The two new ACTIV-3 arms will test VIR-7831, a mAb that Vir Biotechnology Inc. (NASDAQ:VIR) is developing in partnership with GlaxoSmithKline plc (LSE:GSK; NYSE:GSK), and a cocktail that combines BRII-196 and BRII-198, two mAbs from Brii Biosciences.

Vir and Brii, which have been shunned by the Trump administration’s Operation Warp Speed over their ties to China, believe their mAbs can succeed despite the failure of mAbs from Regeneron Pharmaceuticals Inc. (NASDAQ:REGN) and Eli Lilly and Co. (NYSE:LLY) in the hospital setting.

In October, ACTIV-3 halted a sub-study of bamlanivimab from Lilly and AbCellera Biologics Inc. (NASDAQ:ABCL) based on a DSMB finding that it was unlikely to help hospitalized patients.

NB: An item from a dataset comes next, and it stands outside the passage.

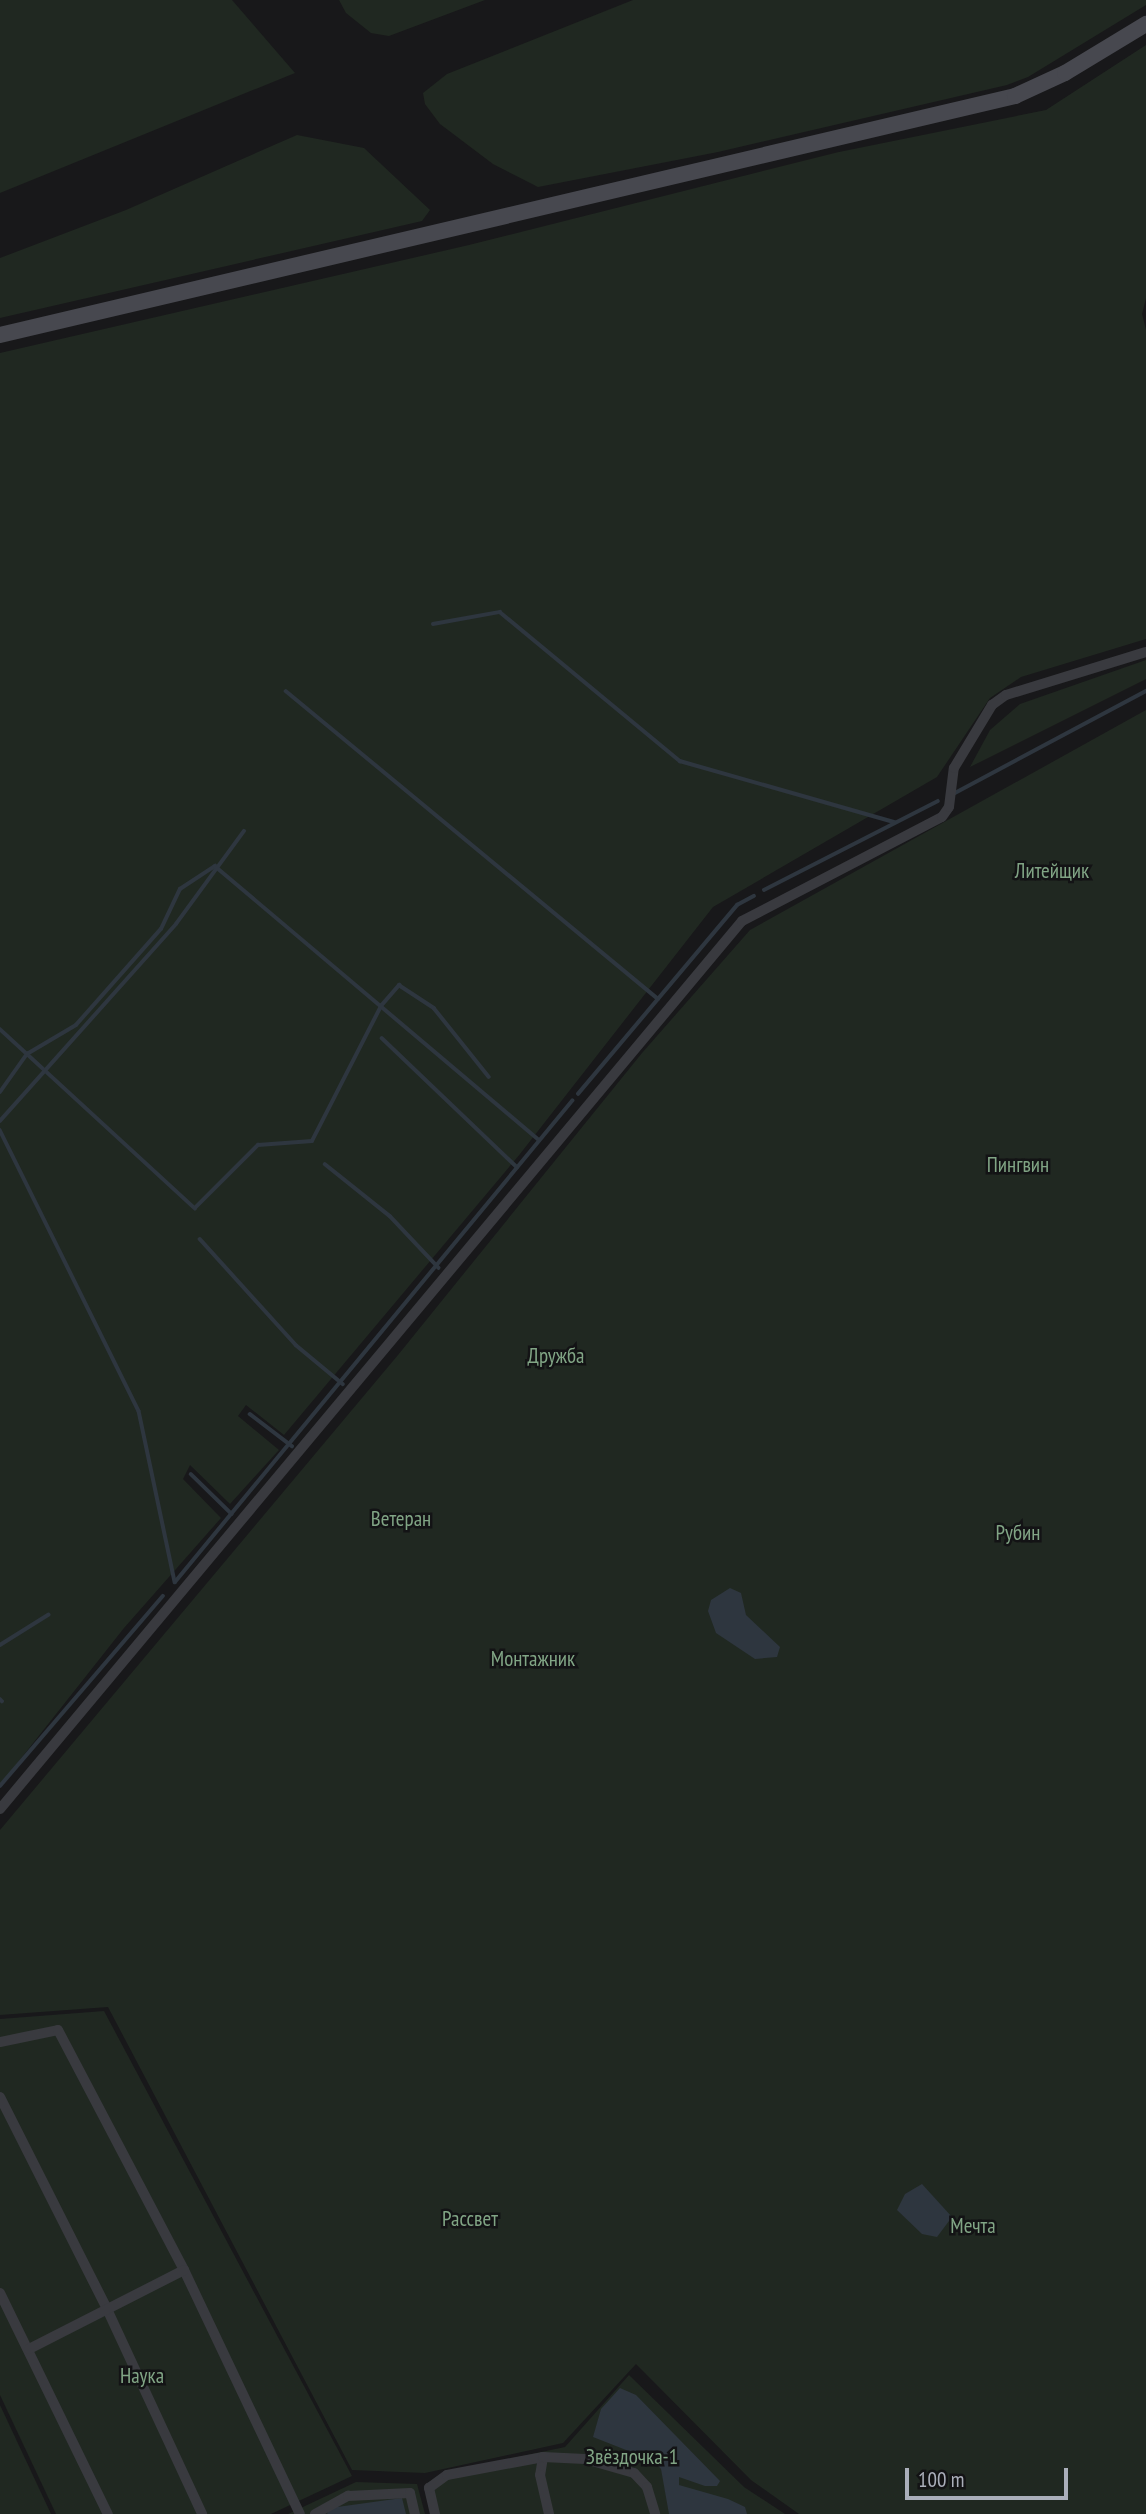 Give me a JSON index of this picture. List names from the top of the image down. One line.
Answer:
{"parks":["Литейщик","Пингвин","Дружба","Ветеран","Рубин","Монтажник","Рассвет","Мечта","Наука","Звёздочка-1"],"scale_bar":"100 m"} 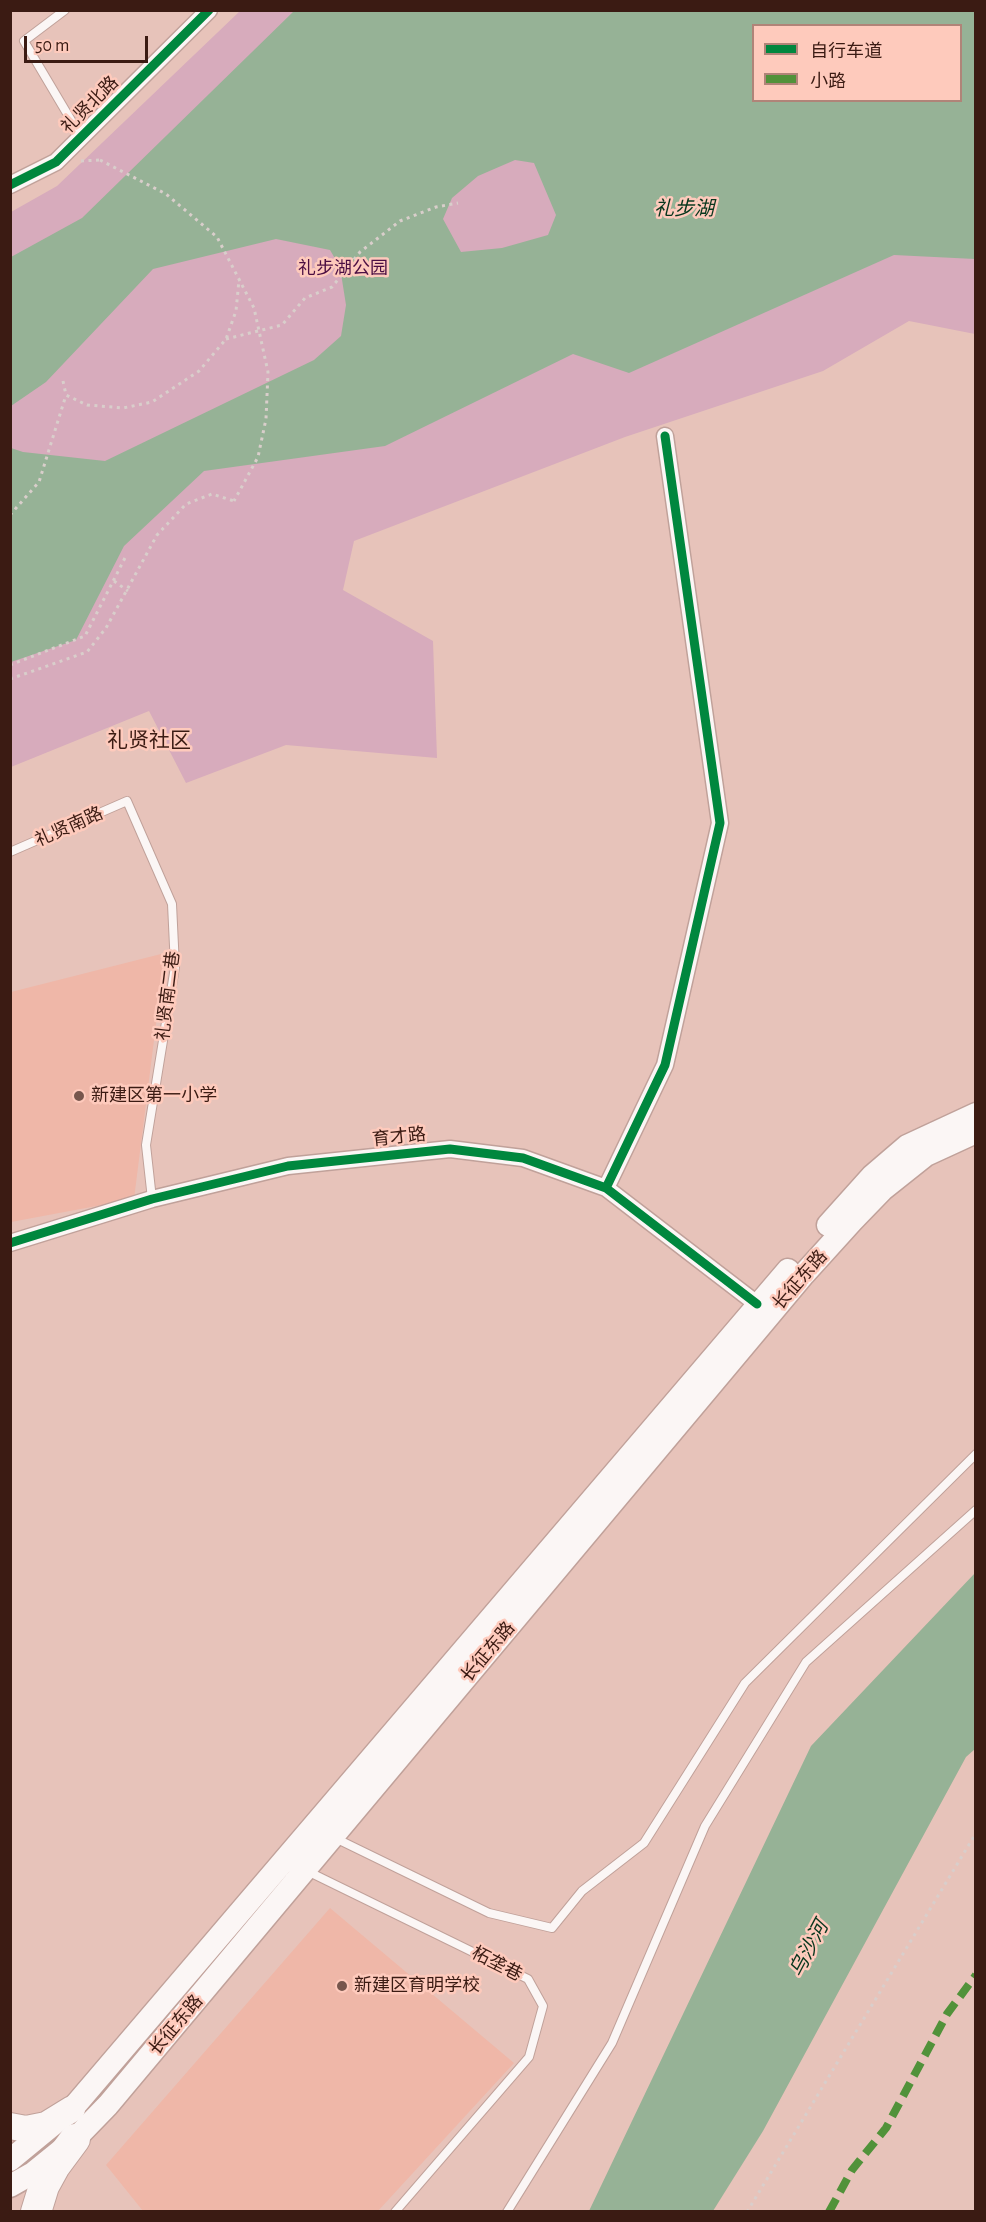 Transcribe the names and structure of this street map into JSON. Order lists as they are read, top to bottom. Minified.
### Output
{"streets":{"main road":["长征东路"],"street":["礼贤北路","育才路"],"lane":["礼贤南路","礼贤南二巷","柘垄巷"]},"crossings":[["礼贤南路","礼贤南二巷"],["礼贤南二巷","育才路"],["育才路","长征东路"],["长征东路","柘垄巷"]],"districts":["礼贤社区"],"water":["礼步湖","乌沙河"],"parks":["礼步湖公园"],"places":["新建区第一小学","新建区育明学校"],"legend":["自行车道","小路"],"scale_bar":"50 m"} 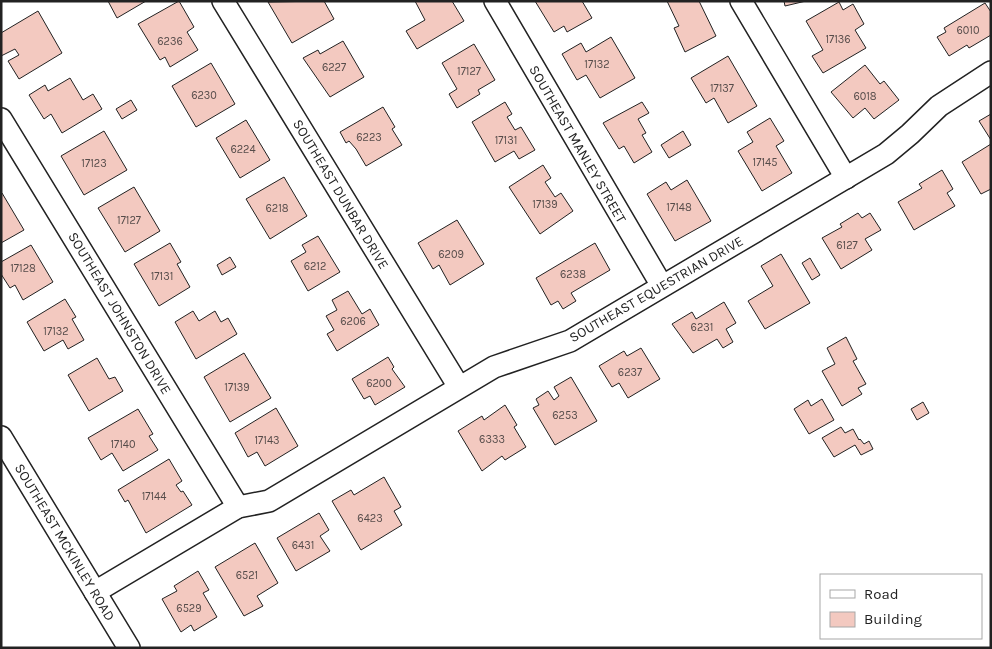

Regeneron also halted a study of its casirivimab/imdevimab mAb cocktail in hospitalized patients in October based on a determination by a DSMB that they may cause more harm than benefit.

FDA has granted emergency use authorizations for the two products in the outpatient setting, but predictions of a slow uptake have so far proven correct as governments and healthcare systems have failed to create effective systems for administering them. 

Challenges include identifying locations where infusions of COVID-19-positive patients can be safely administered, as well as identifying patients and arranging for them to travel to an infusion center within days of their diagnosis.

Only 5-20% of the mAbs distributed have been administered, Operation Warp Speed’s scientific adviser Moncef Slaoui told CNBC television Dec. 16. An HHS spokesperson confirmed the figures and told BioCentury that “Operation Warp Speed looks forward to working with healthcare systems to increase utilization of this therapeutic.”

ACTIV-3 design

Patients in the ACTIV-3 mAb sub-studies will be randomized to a placebo arm, VIR-7831 or the Brii combination.

The trial will start by enrolling about 450 hospitalized volunteers with mild-to-moderate COVID-19 with fewer than 13 days of symptoms.

Efficacy will be assessed after five days of treatment based on a composite endpoint consisting of two seven-point ordinal scales, each ranging from being able to undertake usual activities with minimal or no symptoms, to death. 

Following an assessment of results from the initial cohort, expected in January, the trial could be expanded to include an additional 1,050 participants.

The second group of patients “may include participants with more severe illness, so that researchers can evaluate the primary endpoint of sustained recovery,” NIH’s National Institute of Allergy and Infectious Diseases reported. “Participants will have met this endpoint when they have been discharged from the hospital and lived at home for 14 consecutive days, prior to 90 days of follow-up. “

Vir’s mAb

Vir is developing VIR-7831 in partnership with GSK.

“VIR-7831, which has a high barrier to resistance and has the potential to neutralize the virus and kill infected cells, could allow this treatment to be effective for patients in hospital settings, where other antibodies have so far not shown an impact,” Hal Barron, CSO and president of R&D at GSK, told BioCentury.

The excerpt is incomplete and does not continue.